The criticism is that a great deal of weight –- tons — would be required and current LEDs are not sufficiently efficient.
Designer Clay Moulton acknowledges that the current state of the art isn’t sufficient to actually build the lamp. The news release should have said: “based on future developments in LED technology.”
Moulton said: “I was told it was not possible given current LED’s, but given the rapid pace of innovation in low powered lighting, it would be a conceptual challenge. The mechanism itself is the novelty. I hope everyone understands that this criticism and even failure is all part of a process, and that my job as a designer is to take this feedback and work on.”
That the device was purely conceptual didn’t make it into those other stories. Neither did the fact that it can never work with anything close to this design.
It’s not just that current LEDs are insufficient. It’s literally impossible. The lumen is a unit of luminous flux, that is, how much power there is that can be perceived by the human eye — how bright things look. Contrast that with the radiant flux, which is the total power, or how bright things actually are — luminous flux corrects for the response of the eye, using 555 nm as the peak response point. The luminous efficacy gives you a conversion, and at 555 nm, that’s 683 lumens/Watt.

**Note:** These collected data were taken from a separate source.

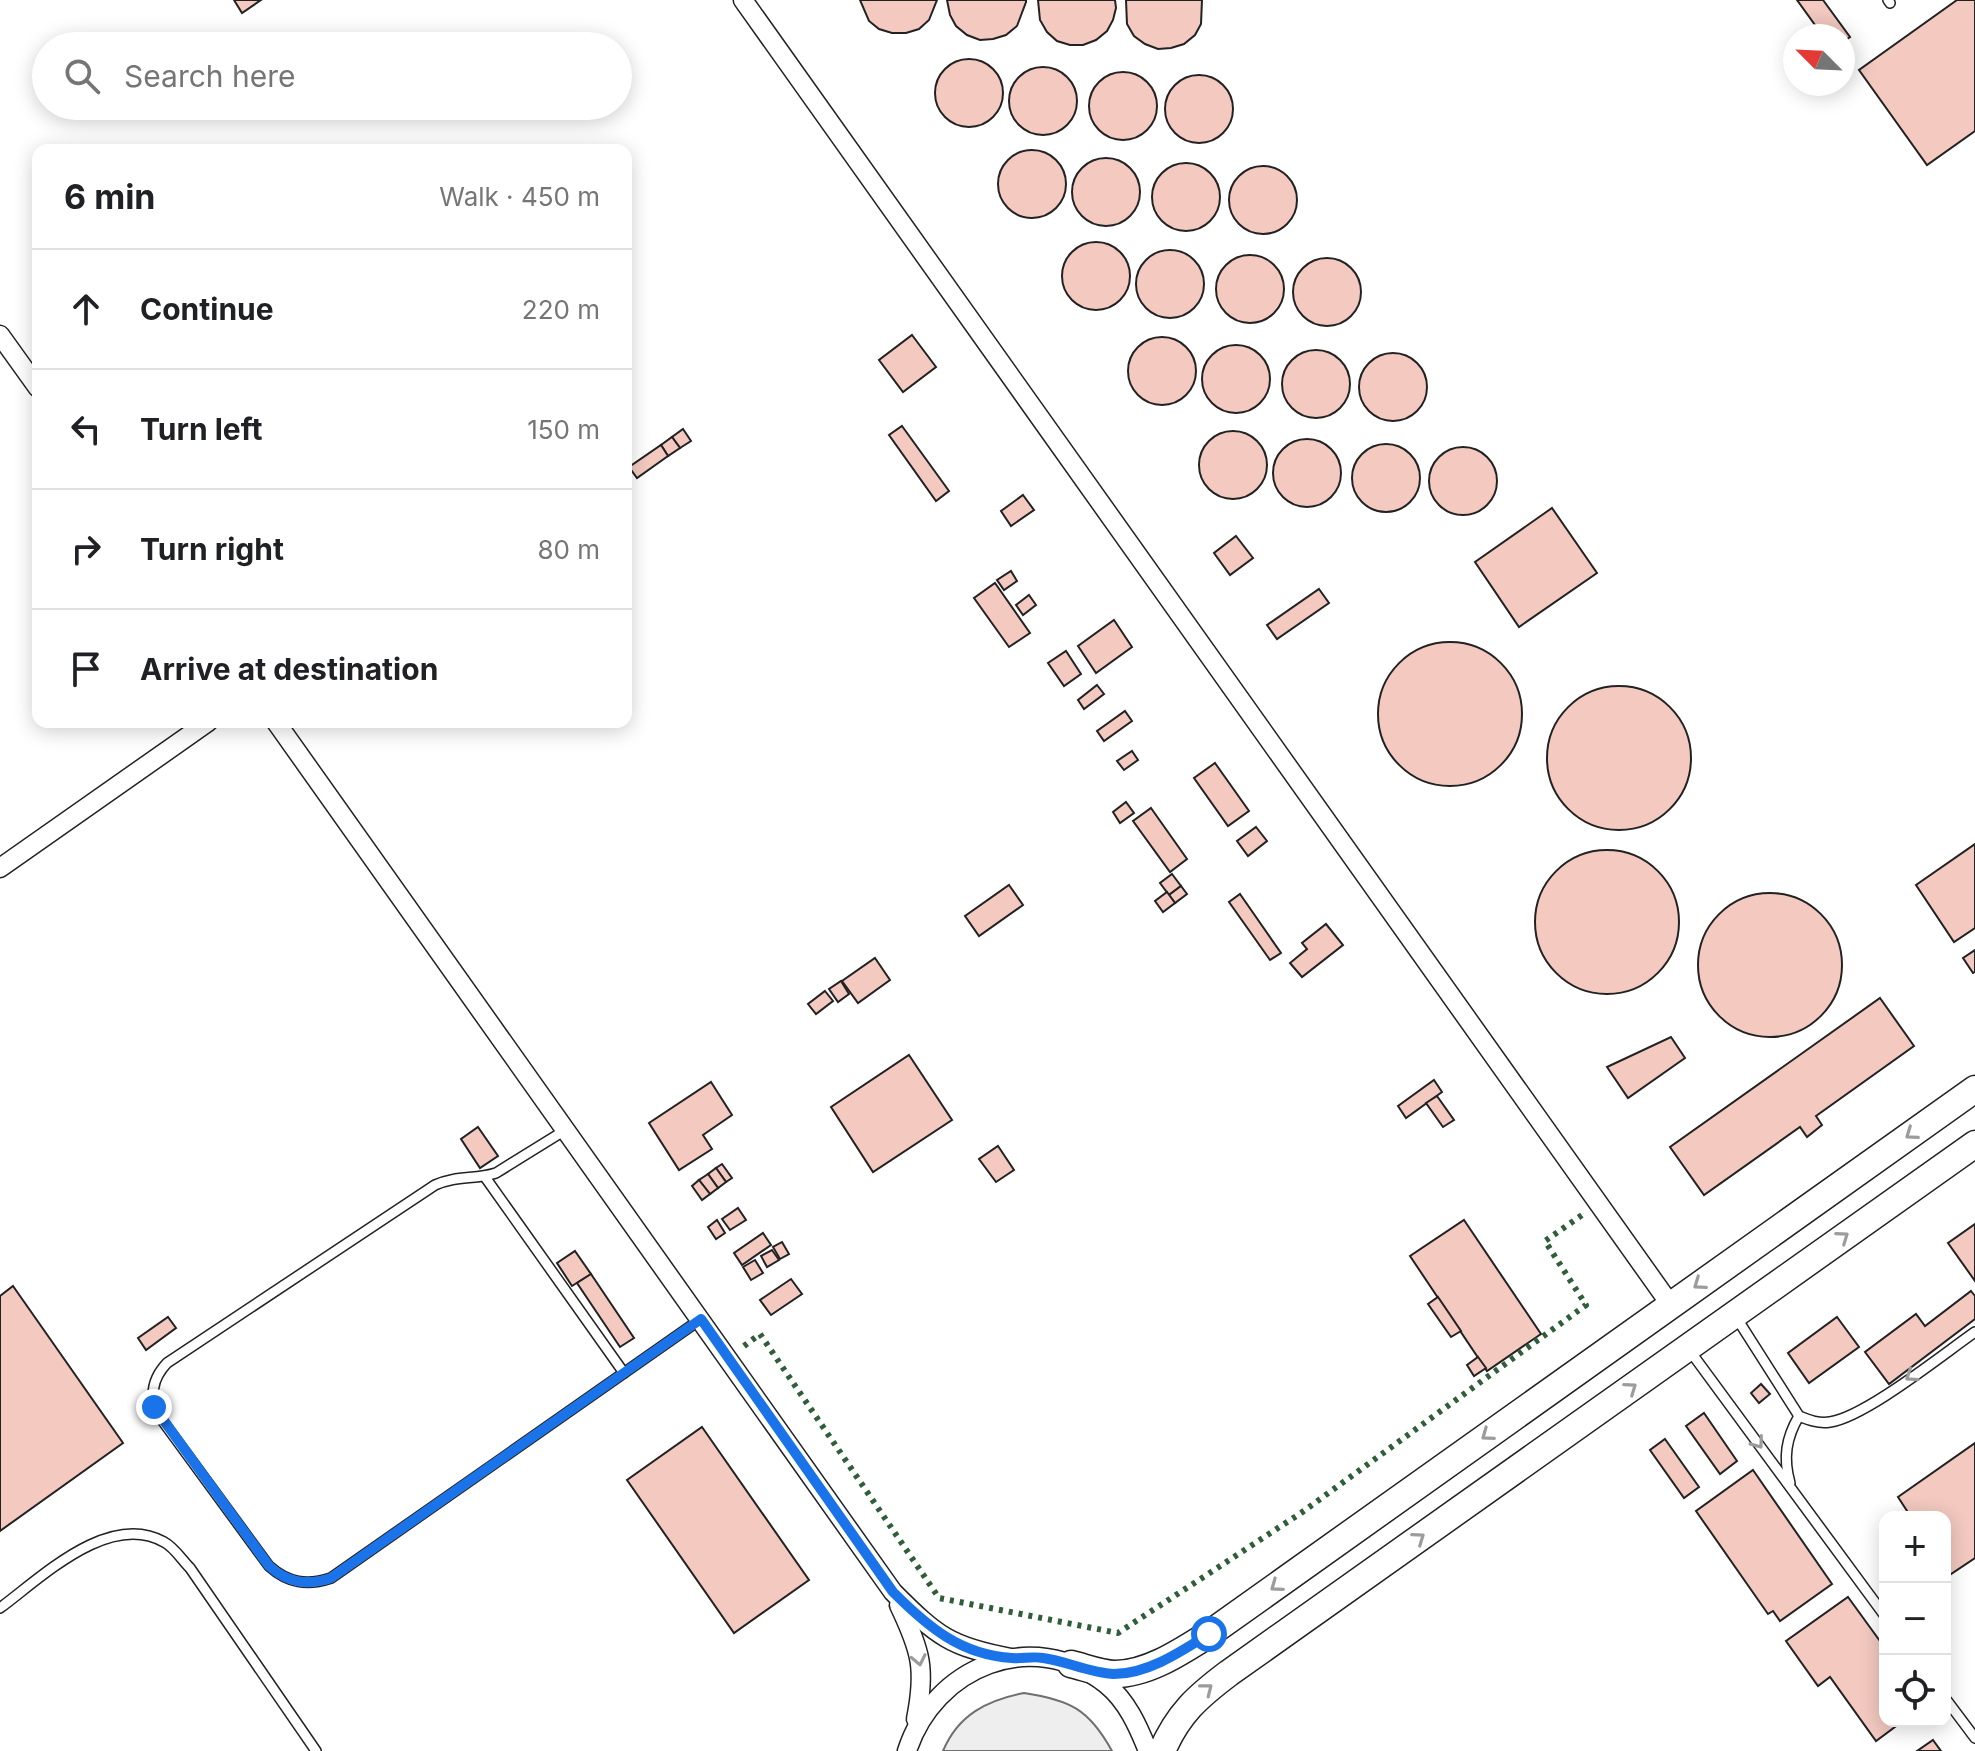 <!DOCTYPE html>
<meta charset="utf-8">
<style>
body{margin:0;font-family:Inter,sans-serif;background:#f2f2f2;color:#202124}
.controls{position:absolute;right:24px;bottom:24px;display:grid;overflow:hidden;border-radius:16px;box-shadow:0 4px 20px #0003}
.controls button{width:72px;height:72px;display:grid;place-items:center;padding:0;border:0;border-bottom:2px solid #e0e0e0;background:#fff;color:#202124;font:40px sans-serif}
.compass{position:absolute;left:1783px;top:24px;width:72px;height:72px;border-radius:50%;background:#fff;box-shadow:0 4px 20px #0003;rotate:294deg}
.stop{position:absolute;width:24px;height:24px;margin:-18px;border:6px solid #1a73e8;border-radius:50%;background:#fff}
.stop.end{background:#1a73e8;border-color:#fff;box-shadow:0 2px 8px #0008}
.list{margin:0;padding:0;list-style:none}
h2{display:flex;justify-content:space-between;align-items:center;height:104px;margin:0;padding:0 32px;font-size:34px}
h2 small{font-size:26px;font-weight:400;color:#757577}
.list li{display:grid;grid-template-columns:52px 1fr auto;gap:24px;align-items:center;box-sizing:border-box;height:120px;padding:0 32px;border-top:2px solid #e0e0e0}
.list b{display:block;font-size:30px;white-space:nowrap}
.list em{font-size:26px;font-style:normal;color:#757577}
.icon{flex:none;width:44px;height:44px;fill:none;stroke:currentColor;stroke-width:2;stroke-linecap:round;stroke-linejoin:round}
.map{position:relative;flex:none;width:1975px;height:1751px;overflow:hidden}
.search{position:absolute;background:#fff;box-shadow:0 4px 20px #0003;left:32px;top:32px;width:600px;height:88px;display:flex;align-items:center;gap:20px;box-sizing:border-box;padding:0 28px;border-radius:44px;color:#757577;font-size:30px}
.panel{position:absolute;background:#fff;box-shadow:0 4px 20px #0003;left:32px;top:144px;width:600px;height:584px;border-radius:16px}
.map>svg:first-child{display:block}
</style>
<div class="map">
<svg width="1975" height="1751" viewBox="0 0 1975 1751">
<rect width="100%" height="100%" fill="#fff"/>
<path fill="#eee" stroke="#6f6f6f" stroke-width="2" d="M1024,1693C1070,1700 1089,1709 1112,1751H943C958,1715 987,1700 1024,1693Z"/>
<g fill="#f3c9c0" stroke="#222" stroke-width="2">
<path d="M234,0H261L242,13Z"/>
<path d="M860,0H937L929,20L919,29L906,33H892L879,29L869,21Z"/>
<path d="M947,0H1026V2L1017,26L1006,35L993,39L980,40L967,35L956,26L950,15Z"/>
<path d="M1038,0H1115L1116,8L1113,20L1107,31L1096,40L1083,45H1070L1057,41L1047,32L1040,20Z"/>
<path d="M1126,0H1202L1201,24L1195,35L1184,44L1171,48L1158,49L1145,44L1134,36L1127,24Z"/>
<path d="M1797,0H1823L1850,37L1843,42V36H1823Z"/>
<path d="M1957,0H1975V131L1927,165L1859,70Z"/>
<circle cx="969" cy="93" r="34"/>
<circle cx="1043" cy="101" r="34"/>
<circle cx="1123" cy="106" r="34"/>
<circle cx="1199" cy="109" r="34"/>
<circle cx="1032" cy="184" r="34"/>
<circle cx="1106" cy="192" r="34"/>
<circle cx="1186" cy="197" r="34"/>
<circle cx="1263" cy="200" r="34"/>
<circle cx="1096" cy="276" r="34"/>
<circle cx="1170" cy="284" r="34"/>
<circle cx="1250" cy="289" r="34"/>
<circle cx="1327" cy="292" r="34"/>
<path d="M912,335L936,367L903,392L879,360Z"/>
<circle cx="1162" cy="371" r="34"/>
<circle cx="1236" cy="379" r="34"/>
<circle cx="1316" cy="384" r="34"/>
<circle cx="1393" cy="387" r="34"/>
<path d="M902,426L949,491L936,501L889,435Z"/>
<path d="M683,429L691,441L680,448L672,437Z"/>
<circle cx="1233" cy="465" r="34"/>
<path d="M672,437L680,448L668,456L661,445Z"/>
<circle cx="1307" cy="473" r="34"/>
<circle cx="1386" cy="478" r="34"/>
<path d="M661,445L668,456L637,478L629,467Z"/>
<circle cx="1463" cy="481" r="34"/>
<path d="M1023,495L1034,510L1011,526L1001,511Z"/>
<path d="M1552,508L1597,573L1519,627L1475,562Z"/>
<path d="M1236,536L1253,558L1230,575L1214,553Z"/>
<path d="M1011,571L1017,581L1004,590L997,580Z"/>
<path d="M995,583L1030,633L1009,647L974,598Z"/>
<path d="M1319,589L1329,603L1277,639L1267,625Z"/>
<path d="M1029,595L1036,605L1023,615L1016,605Z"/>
<path d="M1114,620L1132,647L1096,673L1078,646Z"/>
<circle cx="1450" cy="714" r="72"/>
<path d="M1066,651L1081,674L1064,686L1048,663Z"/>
<path d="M1097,685L1104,694L1084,709L1078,700Z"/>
<circle cx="1619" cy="758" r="72"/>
<path d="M1125,711L1132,721L1104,741L1097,731Z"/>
<path d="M1132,751L1138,760L1124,770L1117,761Z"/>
<path d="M1215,763L1249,811L1228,826L1194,778Z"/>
<path d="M1126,802L1134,813L1120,823L1113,812Z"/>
<path d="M1151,808L1187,859L1170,872L1133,821Z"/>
<path d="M1256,827L1267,841L1248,856L1237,841Z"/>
<path d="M1975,844V928L1954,942L1916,885Z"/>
<circle cx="1607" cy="922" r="72"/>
<path d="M1172,874L1181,886L1169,895L1160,883Z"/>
<path d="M1009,885L1023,905L979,936L965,916Z"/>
<path d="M1181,886L1187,894L1175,903L1169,895Z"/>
<path d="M1167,892L1175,903L1163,912L1155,901Z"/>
<circle cx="1770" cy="965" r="72"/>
<path d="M1240,894L1281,953L1270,960L1229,902Z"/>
<path d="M1326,924L1343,945L1302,977L1290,963L1307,949L1302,943Z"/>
<path d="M1975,950V972L1973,973L1963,958Z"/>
<path d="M875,958L890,980L858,1003L842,981Z"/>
<path d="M841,981L849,994L838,1002L829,989Z"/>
<path d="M825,991L833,1001L816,1014L808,1004Z"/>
<path d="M1880,998L1914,1046L1816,1116L1822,1125L1807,1137L1800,1127L1704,1195L1670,1147Z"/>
<path d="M1671,1037L1685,1058L1628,1098L1607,1067Z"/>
<path d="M909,1055L952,1120L873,1172L831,1107Z"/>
<path d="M1434,1080L1442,1092L1406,1118L1398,1106Z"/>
<path d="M711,1082L732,1115L703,1135L712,1149L679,1170L649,1123Z"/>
<path d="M1437,1096L1454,1120L1443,1127L1426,1103Z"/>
<path d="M478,1127L498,1156L480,1168L461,1139Z"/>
<path d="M998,1146L1014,1170L996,1182L979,1159Z"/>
<path d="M722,1164L732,1178L726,1182L716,1168Z"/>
<path d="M716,1168L726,1182L718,1188L708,1174Z"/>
<path d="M708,1174L718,1188L710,1194L699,1180Z"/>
<path d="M699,1180L710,1194L702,1200L692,1186Z"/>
<path d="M738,1208L746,1220L730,1230L722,1219Z"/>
<path d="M717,1220L725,1233L716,1239L708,1227Z"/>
<path d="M1464,1220L1541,1334L1487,1371L1410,1256Z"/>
<path d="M1975,1224V1281L1948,1243Z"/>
<path d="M763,1233L771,1245L742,1265L734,1253Z"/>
<path d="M782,1242L789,1254L780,1259L773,1247Z"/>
<path d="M772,1250L779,1260L767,1267L761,1256Z"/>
<path d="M575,1251L591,1274L572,1286L557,1263Z"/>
<path d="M755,1260L763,1273L751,1280L743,1267Z"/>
<path d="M591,1274L634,1338L620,1347L577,1283Z"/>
<path d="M791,1279L802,1294L771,1315L760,1300Z"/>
<path d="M13,1286L123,1443L0,1531V1296Z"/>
<path d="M1971,1291L1975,1296V1319L1889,1384L1865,1352L1916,1314L1925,1326Z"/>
<path d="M1438,1297L1461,1331L1451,1337L1428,1304Z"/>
<path d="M168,1317L176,1328L146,1350L138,1338Z"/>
<path d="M1837,1317L1859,1347L1809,1383L1788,1353Z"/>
<path d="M1478,1357L1486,1368L1474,1376L1467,1365Z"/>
<path d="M1761,1384L1770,1394L1759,1403L1751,1393Z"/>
<path d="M1704,1413L1737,1461L1720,1474L1686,1426Z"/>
<path d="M702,1427L809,1580L734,1633L627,1480Z"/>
<path d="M1665,1439L1699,1487L1684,1498L1650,1450Z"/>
<path d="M1975,1443V1558L1951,1574L1945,1565V1517H1911L1898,1497Z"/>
<path d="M1753,1470L1832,1584L1780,1621L1773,1611L1768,1614L1696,1511Z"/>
<path d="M1848,1597L1885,1648V1721H1903L1876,1741L1830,1677L1818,1686L1786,1641Z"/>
<path d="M1933,1740L1941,1751H1917Z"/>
</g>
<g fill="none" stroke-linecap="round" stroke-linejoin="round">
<defs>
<g id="lane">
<path d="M1888,0L1890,3"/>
<path d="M567,1129L496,1173C475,1180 457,1175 435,1185L167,1363C152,1379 149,1396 159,1416L269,1566C288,1583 307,1586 331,1578L701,1319"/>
<path d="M485,1177L624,1373"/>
<path d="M1736,1317L1799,1416C1809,1420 1819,1424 1830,1422C1865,1417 1942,1355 1975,1332"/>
<path d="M1690,1351L1885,1616"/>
<path d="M1790,1483C1783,1458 1786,1438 1799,1416"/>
<path d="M0,1608C42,1577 109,1511 164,1542C174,1547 182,1560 190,1568L316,1751"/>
<path d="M1945,1698L1975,1738"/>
</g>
<g id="street">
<path d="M743,0L1670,1304"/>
<path d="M0,335L38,388"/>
<path d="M276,722L893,1592C937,1636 950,1647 1011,1658"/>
<path d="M0,868L208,722"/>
<path d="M899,1605C921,1651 926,1669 916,1719"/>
<path d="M907,1751C934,1667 1032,1626 1106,1684C1127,1701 1138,1726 1148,1751"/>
</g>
<g id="secondary">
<path d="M1071,1664C1084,1667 1101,1674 1115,1674C1148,1674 1182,1651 1209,1634L1975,1089"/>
<path d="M1162,1751C1178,1714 1197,1697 1229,1673L1975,1144"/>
</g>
</defs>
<use href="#lane" stroke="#222" stroke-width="12"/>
<use href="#street" stroke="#222" stroke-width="21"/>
<use href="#secondary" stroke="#222" stroke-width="29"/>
<use href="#lane" stroke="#fff" stroke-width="9"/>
<use href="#street" stroke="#fff" stroke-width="18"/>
<use href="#secondary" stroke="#fff" stroke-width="26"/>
<path stroke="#2f5e38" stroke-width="6" stroke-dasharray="4 6" stroke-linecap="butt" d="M744,1346L760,1334L939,1598L1118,1633L1301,1513L1586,1305L1545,1241L1582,1215"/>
</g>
<defs><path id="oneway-chevron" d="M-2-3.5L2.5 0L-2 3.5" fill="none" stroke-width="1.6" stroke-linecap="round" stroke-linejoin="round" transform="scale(2)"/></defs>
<g stroke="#9c9c9c">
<use href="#oneway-chevron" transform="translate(1911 1134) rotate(145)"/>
<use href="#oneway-chevron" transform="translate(1843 1237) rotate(-35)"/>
<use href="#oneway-chevron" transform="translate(1699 1284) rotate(145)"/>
<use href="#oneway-chevron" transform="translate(1911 1376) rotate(146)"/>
<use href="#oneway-chevron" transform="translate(1631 1388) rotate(-35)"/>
<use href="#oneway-chevron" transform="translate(1487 1435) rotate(144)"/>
<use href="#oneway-chevron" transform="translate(1758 1443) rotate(54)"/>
<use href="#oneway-chevron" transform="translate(1419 1538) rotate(-35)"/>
<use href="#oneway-chevron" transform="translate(1276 1586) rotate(144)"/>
<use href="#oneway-chevron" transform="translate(919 1660) rotate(78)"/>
<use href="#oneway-chevron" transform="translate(1207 1689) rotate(-38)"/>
</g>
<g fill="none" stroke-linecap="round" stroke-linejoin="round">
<path stroke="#1a73e8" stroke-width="10" d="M154,1407L269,1566C288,1583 307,1586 331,1578L701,1319L893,1592C928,1627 961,1655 1012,1658C1022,1659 1033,1656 1043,1658C1066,1661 1090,1673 1114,1674C1148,1674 1182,1651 1209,1634"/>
</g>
</svg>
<div class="controls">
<button>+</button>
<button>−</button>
<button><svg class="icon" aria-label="locate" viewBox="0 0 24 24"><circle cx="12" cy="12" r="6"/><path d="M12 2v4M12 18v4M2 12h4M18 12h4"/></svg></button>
</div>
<svg class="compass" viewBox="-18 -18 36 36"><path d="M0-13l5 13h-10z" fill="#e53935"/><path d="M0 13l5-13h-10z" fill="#757577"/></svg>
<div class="stop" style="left:1209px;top:1634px"></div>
<div class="stop end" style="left:154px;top:1407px"></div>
<div class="search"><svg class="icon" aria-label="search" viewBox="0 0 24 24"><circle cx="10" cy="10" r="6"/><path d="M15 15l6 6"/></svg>Search here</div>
<section class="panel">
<h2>6 min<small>Walk · 450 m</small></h2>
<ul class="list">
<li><svg class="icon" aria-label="ahead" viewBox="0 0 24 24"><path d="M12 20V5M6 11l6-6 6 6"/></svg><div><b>Continue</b></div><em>220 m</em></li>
<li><svg class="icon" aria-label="left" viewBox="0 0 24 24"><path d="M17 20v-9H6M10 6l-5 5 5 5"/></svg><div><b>Turn left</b></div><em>150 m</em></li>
<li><svg class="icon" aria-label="right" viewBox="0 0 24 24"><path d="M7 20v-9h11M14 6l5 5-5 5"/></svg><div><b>Turn right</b></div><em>80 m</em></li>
<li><svg class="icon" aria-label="arrive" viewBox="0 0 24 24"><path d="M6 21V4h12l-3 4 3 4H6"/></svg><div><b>Arrive at destination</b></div></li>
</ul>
</section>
</div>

So if we’re at that wavelength, we get the best-case scenario: all of the light we are getting is at the point where the eye is most sensitive, so it’s as bright as it’s going to look. 683 lumens, right in the target band, still requires a Watt of power. The device comes up a factor of 60 short, in addition to the fact that the output of current LEDs is somewhere between a factor of six and ten less than the ideal value. So the minimum weight for this device to work, using 100% efficient devices, is going to be 300 lbs (or alternatively it will run for 4 minutes as currently configured), and with today’s LEDs it would require (as the VT news story says) more than a ton to run for 4 hours. Remember to lift with your legs.
I read a story like that, I found through stumblebutton. I believe the story was corrected however, when this was pointed out. I believe the original designer returned his award because of his miscalculation.